If you're like us, you start planning summer vacation when you see the first crocus. This year, why not trek high-tech? We found several super gadgets.
If you're heading by car to adventure in our fabulous U.S.A., check out Whistler Interstate Travelmate. It's a computer the size of a pocket calculator - and the only one of its kind that we've found.Don't let size fool you. It's packed with more useful trip information than you could cram into 10 old-fashioned glove compartments. If you printed out all the data jammed into its minimicrocomputer, it would easily fill 2,000 pages.
When the kids get cranky, wouldn't it be nice to know where's the next burger stand? Done! Punch Travelmate's BEGIN button. Its tiny screen asks what state you're passing through. Enter the abbreviation. It asks what highway you're on. Search a list until you spot the number.
Next it asks what direction you're heading in. You can't stump it. If you punch N on an E-W highway, it makes you try again.
Finally, for the 49 states whose highways have mile markers or exit numbers, it asks which number you just passed. For California, where they do everything different, there's a printed mile guide.
Once the computer knows your location, you're ready to roll. Punch the FOOD button. For folks who aren't picky, the display shows the number of miles to each upcoming food stop. It identifies greasy spoon chains by name and tags non-chain spots FAMILY.
If the kids are clamoring for a Mac milkshake, punch in MC. The display shows how far the next Mac exit is - and warns if the diner's a mile or more off the highway. Travelmate has equally smart buttons for MOTEL, CAMP, GAS and DIESEL FUEL and the nearest HOSPITAL.
It can find the nearest 24-hour gas stop and the closest motel that does business around the clock. It lists 800 numbers for motel chains and popular travel clubs' closest offices. It has phone numbers for highway patrols, tourist centers and weather and highway information lines.
Whistler's Interstate Travelmate costs $100. Phone Traveler's Checklist at (203) 364-0144 to find out where it's sold locally.
If you've reactivated plans to go abroad this vacation, you're in real luck. Several companies now make good pocket-sized phrase translators. They're a cinch to use. You just type in the English. If the computer's dictionary knows the expression, the foreign equivalent pops up onscreen.
INSTA-PHRASE Travel Translator one-ups brands that stick to one foreign language. One model holds English, French, Spanish, Italian and German. Another adds Dutch, Portuguese and Japanese. You turn it on, pick the language you know and select the one you need to fake.
There are 10 keys, each stamped with a graphic symbol: conversation, airports and flights, ground transportation, hotels, phones and mail, dining, money and shopping, recreation, medical, and emergencies. To reserve a flight home from Italy, click the airplane icon for "airports and flying." Next reclick the icon to roll through subtopics. Stop at "flight reservation." Thumb through this subtopic's list of phrases and sentences by hitting a down- or up-arrow key.
When you see, `I'd like a round-trip ticket,' punch the sideways arrow key. That past, you can read aloud to the airline clerk, `Vorrei un biglietto di andata e ritorno.' Your pronunciation might get some grins. But INSTA-PHRASE gets you the ticket home.

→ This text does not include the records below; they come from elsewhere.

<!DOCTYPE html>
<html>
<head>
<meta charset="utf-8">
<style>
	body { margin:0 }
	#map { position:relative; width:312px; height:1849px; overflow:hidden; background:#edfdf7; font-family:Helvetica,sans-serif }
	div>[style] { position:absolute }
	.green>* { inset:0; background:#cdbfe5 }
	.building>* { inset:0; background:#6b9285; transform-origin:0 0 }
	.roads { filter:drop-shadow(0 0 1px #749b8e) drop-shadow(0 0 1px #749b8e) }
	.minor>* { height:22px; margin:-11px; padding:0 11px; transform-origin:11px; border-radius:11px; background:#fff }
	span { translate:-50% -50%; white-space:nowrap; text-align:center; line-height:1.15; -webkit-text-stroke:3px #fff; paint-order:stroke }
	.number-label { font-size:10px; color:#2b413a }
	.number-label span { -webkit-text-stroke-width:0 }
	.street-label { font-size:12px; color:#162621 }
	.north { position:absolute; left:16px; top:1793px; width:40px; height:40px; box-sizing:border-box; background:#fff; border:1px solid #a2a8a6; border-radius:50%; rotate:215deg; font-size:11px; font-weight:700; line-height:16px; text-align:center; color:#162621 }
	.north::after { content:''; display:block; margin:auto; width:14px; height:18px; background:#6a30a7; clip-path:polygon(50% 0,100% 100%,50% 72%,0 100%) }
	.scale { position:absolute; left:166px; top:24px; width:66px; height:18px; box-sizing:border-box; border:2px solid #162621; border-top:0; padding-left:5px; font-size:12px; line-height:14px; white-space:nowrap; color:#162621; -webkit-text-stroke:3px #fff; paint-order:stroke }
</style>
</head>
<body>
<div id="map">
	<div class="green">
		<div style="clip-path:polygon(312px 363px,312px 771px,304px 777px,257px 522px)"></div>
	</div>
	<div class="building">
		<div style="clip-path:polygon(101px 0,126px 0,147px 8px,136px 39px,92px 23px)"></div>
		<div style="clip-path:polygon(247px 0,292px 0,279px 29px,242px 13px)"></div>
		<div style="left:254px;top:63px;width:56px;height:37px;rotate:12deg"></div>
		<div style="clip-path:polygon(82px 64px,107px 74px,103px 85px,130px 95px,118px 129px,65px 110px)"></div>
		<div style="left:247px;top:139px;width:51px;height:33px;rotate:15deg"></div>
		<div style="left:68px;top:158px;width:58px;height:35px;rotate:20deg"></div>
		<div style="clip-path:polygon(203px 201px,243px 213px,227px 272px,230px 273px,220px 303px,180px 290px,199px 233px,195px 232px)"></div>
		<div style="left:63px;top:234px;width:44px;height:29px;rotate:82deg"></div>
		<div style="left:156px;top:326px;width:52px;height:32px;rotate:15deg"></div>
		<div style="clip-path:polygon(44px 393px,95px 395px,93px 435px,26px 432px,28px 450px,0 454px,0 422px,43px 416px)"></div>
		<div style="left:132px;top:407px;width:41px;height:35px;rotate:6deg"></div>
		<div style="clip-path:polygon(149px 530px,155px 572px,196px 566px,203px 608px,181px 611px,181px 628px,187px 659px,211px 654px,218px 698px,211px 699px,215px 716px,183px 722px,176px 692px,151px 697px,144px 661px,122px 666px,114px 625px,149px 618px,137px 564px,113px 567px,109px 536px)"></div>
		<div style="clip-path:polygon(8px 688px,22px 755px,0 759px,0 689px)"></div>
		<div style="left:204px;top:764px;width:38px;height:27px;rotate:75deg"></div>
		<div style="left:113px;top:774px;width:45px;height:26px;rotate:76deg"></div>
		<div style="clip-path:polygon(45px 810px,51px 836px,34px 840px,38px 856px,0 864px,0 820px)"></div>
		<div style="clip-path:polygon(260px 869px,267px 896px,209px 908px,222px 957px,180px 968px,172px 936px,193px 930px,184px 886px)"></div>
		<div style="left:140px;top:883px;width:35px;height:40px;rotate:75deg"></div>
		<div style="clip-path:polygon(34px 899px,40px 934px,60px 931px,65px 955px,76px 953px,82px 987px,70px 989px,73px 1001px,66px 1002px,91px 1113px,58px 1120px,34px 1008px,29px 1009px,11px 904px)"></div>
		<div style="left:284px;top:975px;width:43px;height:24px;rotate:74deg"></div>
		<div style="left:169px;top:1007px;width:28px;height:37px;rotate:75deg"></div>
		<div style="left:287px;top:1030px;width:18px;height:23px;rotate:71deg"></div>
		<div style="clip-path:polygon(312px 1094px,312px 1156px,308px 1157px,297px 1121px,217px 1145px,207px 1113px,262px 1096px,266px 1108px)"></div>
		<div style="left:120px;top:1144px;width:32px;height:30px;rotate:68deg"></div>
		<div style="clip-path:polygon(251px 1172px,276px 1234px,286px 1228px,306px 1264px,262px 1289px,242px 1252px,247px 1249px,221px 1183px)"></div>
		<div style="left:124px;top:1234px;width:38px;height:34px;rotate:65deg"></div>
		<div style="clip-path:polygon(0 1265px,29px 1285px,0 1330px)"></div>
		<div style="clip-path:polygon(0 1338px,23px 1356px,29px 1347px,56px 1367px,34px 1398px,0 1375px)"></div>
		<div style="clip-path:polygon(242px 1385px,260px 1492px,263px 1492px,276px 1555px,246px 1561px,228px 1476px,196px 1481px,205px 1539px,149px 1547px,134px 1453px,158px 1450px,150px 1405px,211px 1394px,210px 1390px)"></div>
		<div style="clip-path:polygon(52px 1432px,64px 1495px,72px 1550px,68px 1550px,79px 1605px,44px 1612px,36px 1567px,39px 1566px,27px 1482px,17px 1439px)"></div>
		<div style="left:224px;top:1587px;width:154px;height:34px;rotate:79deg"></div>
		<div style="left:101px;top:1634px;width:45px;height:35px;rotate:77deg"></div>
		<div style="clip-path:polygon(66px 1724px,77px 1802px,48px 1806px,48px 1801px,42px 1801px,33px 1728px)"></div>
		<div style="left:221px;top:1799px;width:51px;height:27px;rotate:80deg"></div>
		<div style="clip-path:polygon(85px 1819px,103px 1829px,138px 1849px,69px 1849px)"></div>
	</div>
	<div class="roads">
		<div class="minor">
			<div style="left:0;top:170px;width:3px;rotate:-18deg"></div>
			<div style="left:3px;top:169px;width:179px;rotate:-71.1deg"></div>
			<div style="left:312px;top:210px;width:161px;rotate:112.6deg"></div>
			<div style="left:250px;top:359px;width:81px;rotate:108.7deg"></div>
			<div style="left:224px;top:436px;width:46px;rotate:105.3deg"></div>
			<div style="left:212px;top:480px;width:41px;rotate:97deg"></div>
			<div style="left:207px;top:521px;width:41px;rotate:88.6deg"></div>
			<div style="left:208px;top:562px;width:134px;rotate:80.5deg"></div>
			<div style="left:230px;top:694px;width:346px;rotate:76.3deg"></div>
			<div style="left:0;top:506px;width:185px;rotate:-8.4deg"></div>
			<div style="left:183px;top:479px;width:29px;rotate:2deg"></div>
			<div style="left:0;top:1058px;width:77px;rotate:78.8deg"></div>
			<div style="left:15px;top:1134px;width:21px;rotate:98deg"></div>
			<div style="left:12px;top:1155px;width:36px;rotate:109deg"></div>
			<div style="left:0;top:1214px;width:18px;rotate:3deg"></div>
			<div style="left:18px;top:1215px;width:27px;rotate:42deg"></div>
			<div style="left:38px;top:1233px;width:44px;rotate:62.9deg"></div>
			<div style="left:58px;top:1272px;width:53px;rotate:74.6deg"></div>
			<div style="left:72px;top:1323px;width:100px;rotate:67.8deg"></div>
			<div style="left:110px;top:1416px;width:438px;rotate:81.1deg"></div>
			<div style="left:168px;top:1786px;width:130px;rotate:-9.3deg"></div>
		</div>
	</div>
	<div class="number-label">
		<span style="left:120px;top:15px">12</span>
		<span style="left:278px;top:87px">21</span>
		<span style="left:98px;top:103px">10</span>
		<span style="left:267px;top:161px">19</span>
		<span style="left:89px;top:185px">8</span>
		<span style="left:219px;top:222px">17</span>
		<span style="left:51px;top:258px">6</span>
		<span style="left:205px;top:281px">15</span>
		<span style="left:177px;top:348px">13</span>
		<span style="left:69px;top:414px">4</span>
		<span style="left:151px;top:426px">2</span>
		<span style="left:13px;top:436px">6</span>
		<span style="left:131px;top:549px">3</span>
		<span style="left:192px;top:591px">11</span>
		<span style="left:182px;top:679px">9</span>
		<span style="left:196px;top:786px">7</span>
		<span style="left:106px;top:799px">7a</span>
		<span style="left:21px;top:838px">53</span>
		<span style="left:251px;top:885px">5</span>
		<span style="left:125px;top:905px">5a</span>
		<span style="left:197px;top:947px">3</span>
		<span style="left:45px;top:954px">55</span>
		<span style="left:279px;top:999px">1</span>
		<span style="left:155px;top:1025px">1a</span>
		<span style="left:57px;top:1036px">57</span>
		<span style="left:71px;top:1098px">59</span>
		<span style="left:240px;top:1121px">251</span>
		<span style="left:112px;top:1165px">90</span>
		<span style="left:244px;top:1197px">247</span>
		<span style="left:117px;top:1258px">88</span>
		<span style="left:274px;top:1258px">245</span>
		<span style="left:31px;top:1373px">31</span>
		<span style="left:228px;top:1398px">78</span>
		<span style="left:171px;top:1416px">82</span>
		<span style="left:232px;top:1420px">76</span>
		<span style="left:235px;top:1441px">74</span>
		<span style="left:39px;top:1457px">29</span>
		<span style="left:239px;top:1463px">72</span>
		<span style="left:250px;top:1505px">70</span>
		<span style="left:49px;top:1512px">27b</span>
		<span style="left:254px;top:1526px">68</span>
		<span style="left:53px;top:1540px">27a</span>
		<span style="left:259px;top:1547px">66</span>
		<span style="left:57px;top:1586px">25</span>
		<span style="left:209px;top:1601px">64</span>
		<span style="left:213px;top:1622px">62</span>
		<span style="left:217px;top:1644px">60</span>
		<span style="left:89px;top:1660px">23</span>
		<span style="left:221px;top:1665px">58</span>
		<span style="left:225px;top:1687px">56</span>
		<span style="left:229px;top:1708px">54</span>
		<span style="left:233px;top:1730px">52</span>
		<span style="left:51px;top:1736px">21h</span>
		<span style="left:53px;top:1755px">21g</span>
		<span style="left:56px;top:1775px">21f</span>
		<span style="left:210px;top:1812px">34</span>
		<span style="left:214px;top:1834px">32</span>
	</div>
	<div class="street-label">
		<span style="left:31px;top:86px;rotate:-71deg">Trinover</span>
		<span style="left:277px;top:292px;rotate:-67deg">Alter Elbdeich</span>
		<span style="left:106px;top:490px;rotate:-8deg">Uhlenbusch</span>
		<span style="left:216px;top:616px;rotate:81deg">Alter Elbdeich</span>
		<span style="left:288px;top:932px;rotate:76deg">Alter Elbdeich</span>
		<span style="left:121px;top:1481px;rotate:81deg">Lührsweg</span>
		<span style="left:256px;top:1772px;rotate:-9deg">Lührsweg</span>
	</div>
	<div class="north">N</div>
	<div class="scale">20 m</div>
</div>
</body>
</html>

The slim, purse-sized computer packs in a tidy bundle of other helps for travelers. When you punch in currency exchange rates, it calculates equivalents between countries. Helpfully, it stores currency exchange rates even when you turn off the computer between uses. Also stored on board are a calendar and a clock with a wake-up reminder alarm.

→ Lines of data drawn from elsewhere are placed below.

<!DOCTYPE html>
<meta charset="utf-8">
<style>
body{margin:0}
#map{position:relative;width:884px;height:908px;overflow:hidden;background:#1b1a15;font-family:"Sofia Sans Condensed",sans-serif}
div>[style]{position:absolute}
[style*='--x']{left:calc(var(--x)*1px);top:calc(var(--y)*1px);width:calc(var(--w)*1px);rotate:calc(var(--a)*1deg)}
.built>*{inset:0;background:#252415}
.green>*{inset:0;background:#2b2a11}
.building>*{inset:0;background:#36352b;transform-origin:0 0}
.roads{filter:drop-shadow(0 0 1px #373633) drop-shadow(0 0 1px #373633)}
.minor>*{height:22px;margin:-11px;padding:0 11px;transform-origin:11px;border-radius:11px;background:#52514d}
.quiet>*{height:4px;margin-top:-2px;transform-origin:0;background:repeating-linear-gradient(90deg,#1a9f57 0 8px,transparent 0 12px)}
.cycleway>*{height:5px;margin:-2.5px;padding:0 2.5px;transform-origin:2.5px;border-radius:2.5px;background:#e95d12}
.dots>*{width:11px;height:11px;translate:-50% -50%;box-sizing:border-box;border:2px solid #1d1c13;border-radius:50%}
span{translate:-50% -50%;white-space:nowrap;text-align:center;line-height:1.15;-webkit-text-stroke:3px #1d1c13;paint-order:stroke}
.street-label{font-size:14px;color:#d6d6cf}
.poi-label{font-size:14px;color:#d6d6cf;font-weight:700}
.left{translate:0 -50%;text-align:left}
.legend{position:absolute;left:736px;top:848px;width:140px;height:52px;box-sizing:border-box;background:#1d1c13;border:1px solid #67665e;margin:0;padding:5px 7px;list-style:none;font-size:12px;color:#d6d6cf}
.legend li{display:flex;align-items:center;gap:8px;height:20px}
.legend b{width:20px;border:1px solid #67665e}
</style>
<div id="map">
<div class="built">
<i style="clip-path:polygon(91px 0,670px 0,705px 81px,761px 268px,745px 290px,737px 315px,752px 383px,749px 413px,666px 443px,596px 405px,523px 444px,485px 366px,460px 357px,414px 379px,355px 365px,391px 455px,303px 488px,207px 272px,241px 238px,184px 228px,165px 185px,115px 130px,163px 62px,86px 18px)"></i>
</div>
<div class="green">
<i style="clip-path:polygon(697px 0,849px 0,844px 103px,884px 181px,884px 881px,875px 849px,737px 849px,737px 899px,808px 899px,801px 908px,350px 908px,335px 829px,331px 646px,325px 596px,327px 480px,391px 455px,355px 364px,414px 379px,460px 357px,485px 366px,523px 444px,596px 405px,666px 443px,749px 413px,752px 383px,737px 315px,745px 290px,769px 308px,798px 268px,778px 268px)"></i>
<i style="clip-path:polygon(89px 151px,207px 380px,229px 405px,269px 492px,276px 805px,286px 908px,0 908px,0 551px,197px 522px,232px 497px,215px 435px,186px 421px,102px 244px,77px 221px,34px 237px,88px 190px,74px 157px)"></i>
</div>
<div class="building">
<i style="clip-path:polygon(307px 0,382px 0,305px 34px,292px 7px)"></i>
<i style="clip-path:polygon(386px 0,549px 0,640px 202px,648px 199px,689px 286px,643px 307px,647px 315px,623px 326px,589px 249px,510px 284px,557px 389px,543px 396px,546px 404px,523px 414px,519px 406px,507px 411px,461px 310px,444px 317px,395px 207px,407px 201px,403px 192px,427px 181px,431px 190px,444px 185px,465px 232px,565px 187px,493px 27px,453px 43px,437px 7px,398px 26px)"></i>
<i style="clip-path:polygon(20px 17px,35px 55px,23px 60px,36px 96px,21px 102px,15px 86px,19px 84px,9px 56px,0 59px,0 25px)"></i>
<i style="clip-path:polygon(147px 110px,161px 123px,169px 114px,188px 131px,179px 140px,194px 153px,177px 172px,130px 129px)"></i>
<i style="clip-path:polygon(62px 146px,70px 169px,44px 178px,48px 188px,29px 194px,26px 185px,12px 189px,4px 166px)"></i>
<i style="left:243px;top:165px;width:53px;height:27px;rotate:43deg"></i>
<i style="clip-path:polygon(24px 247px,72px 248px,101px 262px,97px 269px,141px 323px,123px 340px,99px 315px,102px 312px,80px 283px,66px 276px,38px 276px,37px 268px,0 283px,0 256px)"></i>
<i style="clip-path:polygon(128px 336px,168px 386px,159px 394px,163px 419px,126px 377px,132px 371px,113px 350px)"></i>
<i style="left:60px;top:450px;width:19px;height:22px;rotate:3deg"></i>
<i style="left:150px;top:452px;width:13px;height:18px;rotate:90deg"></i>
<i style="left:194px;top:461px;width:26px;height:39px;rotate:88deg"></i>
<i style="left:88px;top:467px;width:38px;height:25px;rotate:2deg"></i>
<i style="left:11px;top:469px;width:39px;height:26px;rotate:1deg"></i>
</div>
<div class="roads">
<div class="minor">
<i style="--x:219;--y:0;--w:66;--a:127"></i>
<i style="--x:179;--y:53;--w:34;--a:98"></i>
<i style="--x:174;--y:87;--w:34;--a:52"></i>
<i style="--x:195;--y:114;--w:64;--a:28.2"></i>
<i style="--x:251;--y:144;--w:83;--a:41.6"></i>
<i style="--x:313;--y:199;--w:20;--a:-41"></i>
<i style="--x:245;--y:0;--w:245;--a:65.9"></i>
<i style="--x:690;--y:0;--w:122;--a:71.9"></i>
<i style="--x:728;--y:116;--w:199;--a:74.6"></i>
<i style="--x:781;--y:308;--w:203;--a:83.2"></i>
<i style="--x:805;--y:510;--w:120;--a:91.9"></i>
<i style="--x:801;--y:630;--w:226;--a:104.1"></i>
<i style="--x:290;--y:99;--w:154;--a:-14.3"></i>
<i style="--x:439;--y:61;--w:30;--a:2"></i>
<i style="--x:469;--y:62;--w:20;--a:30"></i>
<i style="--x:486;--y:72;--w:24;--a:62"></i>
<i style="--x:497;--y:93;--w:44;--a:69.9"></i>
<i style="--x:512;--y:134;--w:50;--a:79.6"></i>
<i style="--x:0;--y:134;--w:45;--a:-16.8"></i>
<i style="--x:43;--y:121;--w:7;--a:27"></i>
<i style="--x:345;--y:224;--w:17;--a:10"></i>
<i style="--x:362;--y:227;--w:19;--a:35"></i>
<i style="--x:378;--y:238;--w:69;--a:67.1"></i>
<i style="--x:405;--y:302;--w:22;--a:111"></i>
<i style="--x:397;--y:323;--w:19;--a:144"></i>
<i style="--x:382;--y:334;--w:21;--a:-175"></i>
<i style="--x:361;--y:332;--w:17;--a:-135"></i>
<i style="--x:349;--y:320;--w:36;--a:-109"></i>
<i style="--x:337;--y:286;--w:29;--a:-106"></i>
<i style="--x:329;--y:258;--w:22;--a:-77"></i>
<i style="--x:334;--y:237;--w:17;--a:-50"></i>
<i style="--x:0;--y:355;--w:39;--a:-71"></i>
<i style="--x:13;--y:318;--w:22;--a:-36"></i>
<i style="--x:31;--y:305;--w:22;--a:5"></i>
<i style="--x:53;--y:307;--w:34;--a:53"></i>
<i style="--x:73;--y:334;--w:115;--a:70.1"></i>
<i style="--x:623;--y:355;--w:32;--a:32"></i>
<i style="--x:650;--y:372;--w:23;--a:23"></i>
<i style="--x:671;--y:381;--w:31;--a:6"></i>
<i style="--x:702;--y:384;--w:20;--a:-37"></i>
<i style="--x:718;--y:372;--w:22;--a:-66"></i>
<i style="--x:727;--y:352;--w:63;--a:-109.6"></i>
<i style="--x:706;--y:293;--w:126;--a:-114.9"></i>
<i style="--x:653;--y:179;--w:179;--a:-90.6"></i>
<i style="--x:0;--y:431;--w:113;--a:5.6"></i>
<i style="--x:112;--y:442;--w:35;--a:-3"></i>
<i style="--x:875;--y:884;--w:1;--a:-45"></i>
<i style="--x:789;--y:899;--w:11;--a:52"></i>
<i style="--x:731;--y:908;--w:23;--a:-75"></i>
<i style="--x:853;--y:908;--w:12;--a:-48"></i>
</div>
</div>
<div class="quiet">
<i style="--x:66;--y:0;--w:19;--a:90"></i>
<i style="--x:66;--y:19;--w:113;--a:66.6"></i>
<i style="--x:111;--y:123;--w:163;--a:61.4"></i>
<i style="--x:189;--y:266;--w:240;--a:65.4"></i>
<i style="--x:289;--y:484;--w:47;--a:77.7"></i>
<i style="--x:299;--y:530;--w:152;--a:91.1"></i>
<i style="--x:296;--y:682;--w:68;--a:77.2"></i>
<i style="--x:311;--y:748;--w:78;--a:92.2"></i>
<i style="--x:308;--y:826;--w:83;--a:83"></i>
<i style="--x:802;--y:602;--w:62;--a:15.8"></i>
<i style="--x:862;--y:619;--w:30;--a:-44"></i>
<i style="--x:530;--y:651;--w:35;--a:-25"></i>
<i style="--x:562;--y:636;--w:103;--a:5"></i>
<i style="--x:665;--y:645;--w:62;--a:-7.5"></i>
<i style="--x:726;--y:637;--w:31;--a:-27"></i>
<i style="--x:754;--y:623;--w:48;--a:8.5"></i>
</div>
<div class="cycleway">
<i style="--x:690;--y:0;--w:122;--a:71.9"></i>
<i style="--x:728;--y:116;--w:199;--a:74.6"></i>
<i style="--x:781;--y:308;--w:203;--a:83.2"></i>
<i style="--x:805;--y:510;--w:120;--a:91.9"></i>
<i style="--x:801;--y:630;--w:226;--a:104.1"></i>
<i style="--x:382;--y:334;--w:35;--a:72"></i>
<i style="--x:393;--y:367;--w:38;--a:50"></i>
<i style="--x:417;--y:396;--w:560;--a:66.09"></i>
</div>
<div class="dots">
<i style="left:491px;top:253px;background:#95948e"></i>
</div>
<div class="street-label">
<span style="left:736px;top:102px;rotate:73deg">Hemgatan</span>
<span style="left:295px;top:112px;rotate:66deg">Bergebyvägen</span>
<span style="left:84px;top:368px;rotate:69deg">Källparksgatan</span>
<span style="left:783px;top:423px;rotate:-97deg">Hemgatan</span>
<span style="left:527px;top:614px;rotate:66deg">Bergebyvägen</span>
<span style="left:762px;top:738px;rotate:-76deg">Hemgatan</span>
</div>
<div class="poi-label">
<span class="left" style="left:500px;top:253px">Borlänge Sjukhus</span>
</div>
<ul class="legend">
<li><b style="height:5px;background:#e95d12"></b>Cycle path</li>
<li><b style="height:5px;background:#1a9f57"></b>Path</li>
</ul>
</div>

Prices for INSTA-PHRASE computers go from $70 to $150. The cheapest models have less convenient one-line instead of two-line displays. All are distributed to local stores by travel book publisher Rand McNally.
Laptop computers are great little travelers. But only child-size hands take easily to their tiny keyboards. They're OK for hunching over in airline seats, but on a motel table they drive us nuts.
This vacation, we won't have to grin and bear it. Since nobody uses our desktop computers while we're away, we're taking along one of the keyboards for our laptop. Along with it, we'll take a tiny gadget, the $100 Genovation Serial Box. The device combines a plug for plugging it into the port and a socket for plugging in a keyboard.
The theory is simple. Few laptops come with a place to plug on an extra keyboard. But most have ports for attaching printers and modems. Electronics inside the tiny box fool the laptop computer into thinking the printer port is a keyboard port.
Can't take your desktop computer's keyboard along on your travels? Buy Genovation's special $150 Parallel Keyboard. It's a largeIBM-compatible keyboard that's designed to plug directly into the laptop's parallel or serial port, without any box needed.
If most of your out-of-office computer work involves keying in numbers, you may not need a whole regular-sized keyboard. Genovation makes a lovely full-sized numbers keypad that plugs into laptop printer ports. The $140 Parallel Keypad II model includes a 00 key and other symbols some laptops don't provide.
While Genovation's gadgets were invented for use with laptops, they work with any IBM compatible computer. For where-to-buy information, phone 714-833-3355.